The giant moved about the city like a toddler across a play mat; knocking over buildings and stomping on cars, causing the kind of chaos only replicable in a nursery. The city’s civilians – the ones who hadn’t run away, anyway – stared up at him with awe. Never had they seen someone so large, and so clumsy, wander through these streets.
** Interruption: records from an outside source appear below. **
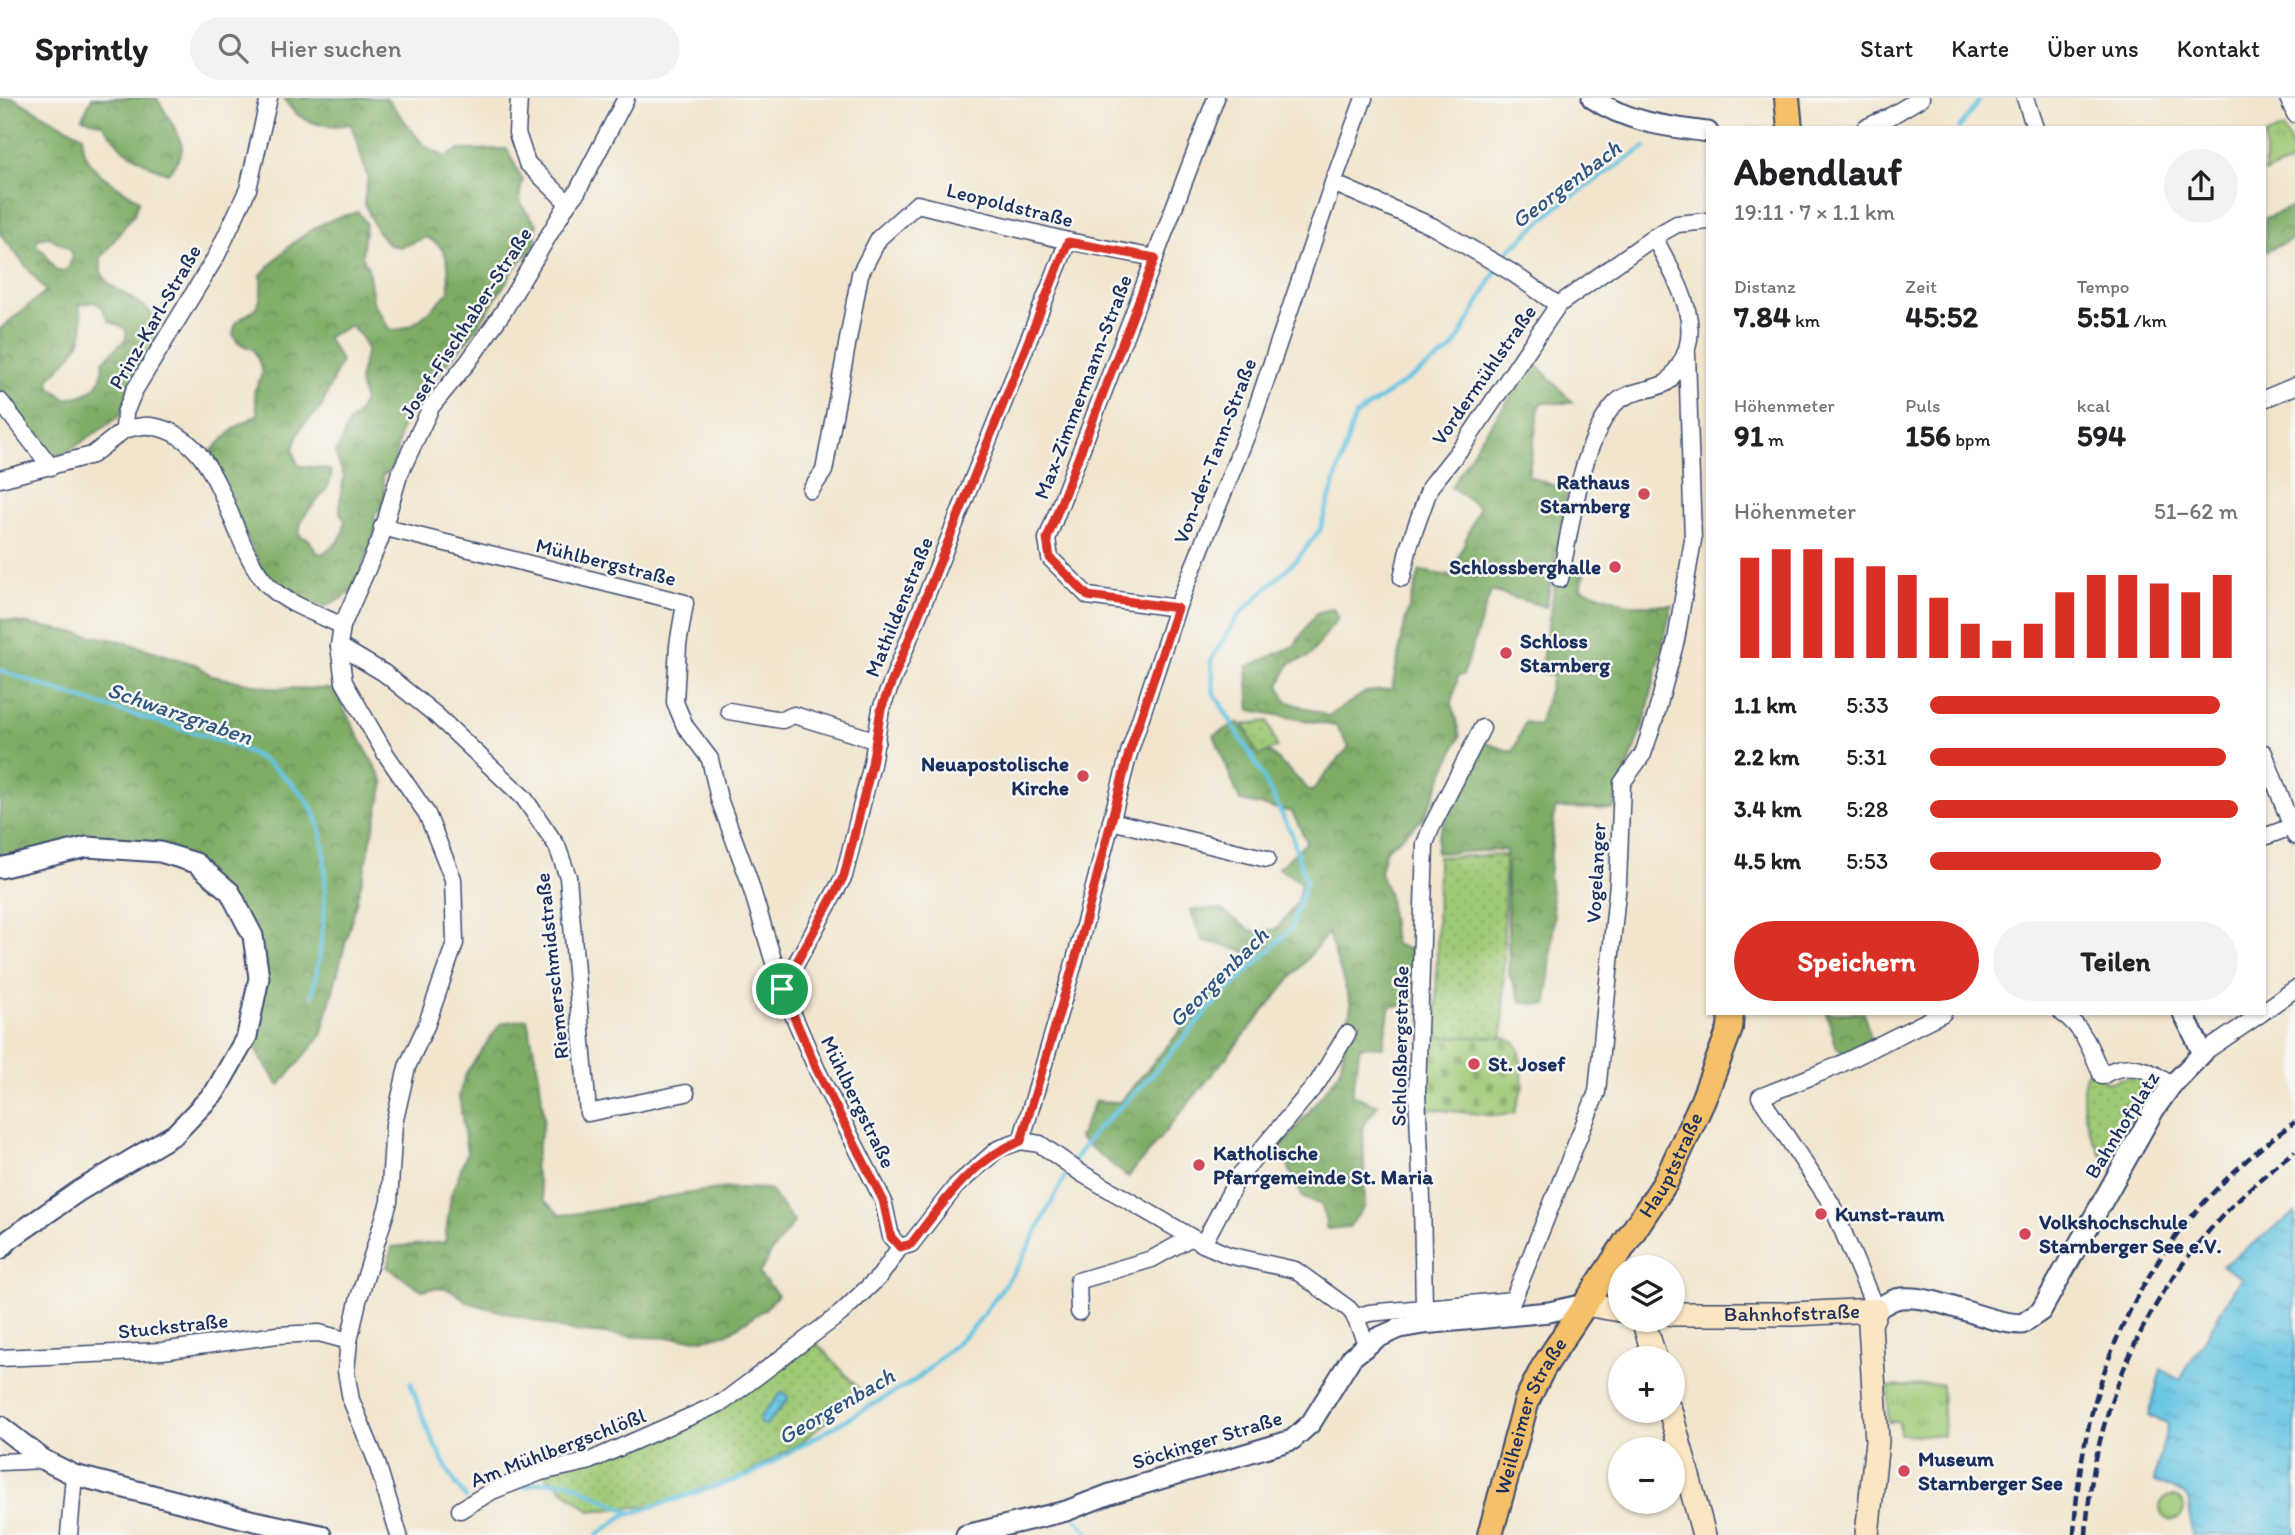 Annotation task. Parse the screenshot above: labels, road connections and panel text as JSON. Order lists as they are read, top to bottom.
{
  "streets": {
    "main road": ["Hauptstraße", "Bahnhofstraße", "Weilheimer Straße"],
    "street": [
      "Leopoldstraße",
      "Prinz-Karl-Straße",
      "Josef-Fischhaber-Straße",
      "Vordermühlstraße",
      "Max-Zimmermann-Straße",
      "Von-der-Tann-Straße",
      "Mühlbergstraße",
      "Mathildenstraße",
      "Vogelanger",
      "Riemerschmidstraße",
      "Schloßbergstraße",
      "Bahnhofplatz",
      "Stuckstraße",
      "Söckinger Straße",
      "Am Mühlbergschlößl"
    ]
  },
  "crossings": [
    ["Leopoldstraße", "Max-Zimmermann-Straße"],
    ["Leopoldstraße", "Mathildenstraße"],
    ["Josef-Fischhaber-Straße", "Mühlbergstraße"],
    ["Josef-Fischhaber-Straße", "Riemerschmidstraße"],
    ["Josef-Fischhaber-Straße", "Stuckstraße"],
    ["Max-Zimmermann-Straße", "Von-der-Tann-Straße"],
    ["Mühlbergstraße", "Mathildenstraße"],
    ["Mühlbergstraße", "Am Mühlbergschlößl"],
    ["Vogelanger", "Schloßbergstraße"],
    ["Bahnhofplatz", "Bahnhofstraße"],
    ["Hauptstraße", "Weilheimer Straße"],
    ["Hauptstraße", "Söckinger Straße"],
    ["Weilheimer Straße", "Söckinger Straße"]
  ],
  "water": ["Georgenbach", "Schwarzgraben"],
  "places": [
    "Rathaus Starnberg",
    "Schlossberghalle",
    "Schloss Starnberg",
    "Neuapostolische Kirche",
    "St. Josef",
    "Katholische Pfarrgemeinde St. Maria",
    "Kunst-raum",
    "Volkshochschule Starnberger See e.V.",
    "Museum Starnberger See"
  ],
  "page": {
    "header": "Sprintly",
    "search": "Hier suchen",
    "nav": [
      "Start",
      "Karte",
      "Über uns",
      "Kontakt"
    ],
    "heading": ["Abendlauf", "19:11 · 7 × 1.1 km"],
    "stats": [
      ["Distanz", "7.84 km"],
      ["Zeit", "45:52"],
      ["Tempo", "5:51 /km"],
      ["Höhenmeter", "91 m"],
      ["Puls", "156 bpm"],
      ["kcal", "594"]
    ],
    "chart": ["Höhenmeter", "51–62 m"],
    "list": [
      {
        "name": "1.1 km",
        "note": "5:33"
      },
      {
        "name": "2.2 km",
        "note": "5:31"
      },
      {
        "name": "3.4 km",
        "note": "5:28"
      },
      {
        "name": "4.5 km",
        "note": "5:53"
      }
    ],
    "buttons": ["Speichern", "Teilen"],
    "map_buttons": ["+", "−"]
  }
}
The giant was a very skinny man, his silvering hair hanging down the length of his back and his clothes ragged and torn. His facial expression was turned down into a frown, and the bags under his eyes stressed he wasn’t having the best time in the world. As he rampaged through the city mindlessly, kicking through windows and pulling trees out by the roots, the world shook as though hit by a dozen earthquakes.
“Do you think he’s lost?” one civilian asked, his companion and himself hiding behind a tower block and watching the giant’s progress from afar.
His friend smiled. “Nah, he’s trying to find the bag shop. Get it? BAG – Big-Angry-Giant.” He burst out laughing, but his companion didn’t seem amused.
“Ha, ha,” he said. “Hilarious. But seriously – what do you think he’s doing here? I’ve never seen a giant anywhere near this city. Normally they stay hidden amongst the mountains and the valleys, miles out from here. Either this one’s gone rogue, or else he’s got lost somehow. I mean, just look at him. He’s confused.”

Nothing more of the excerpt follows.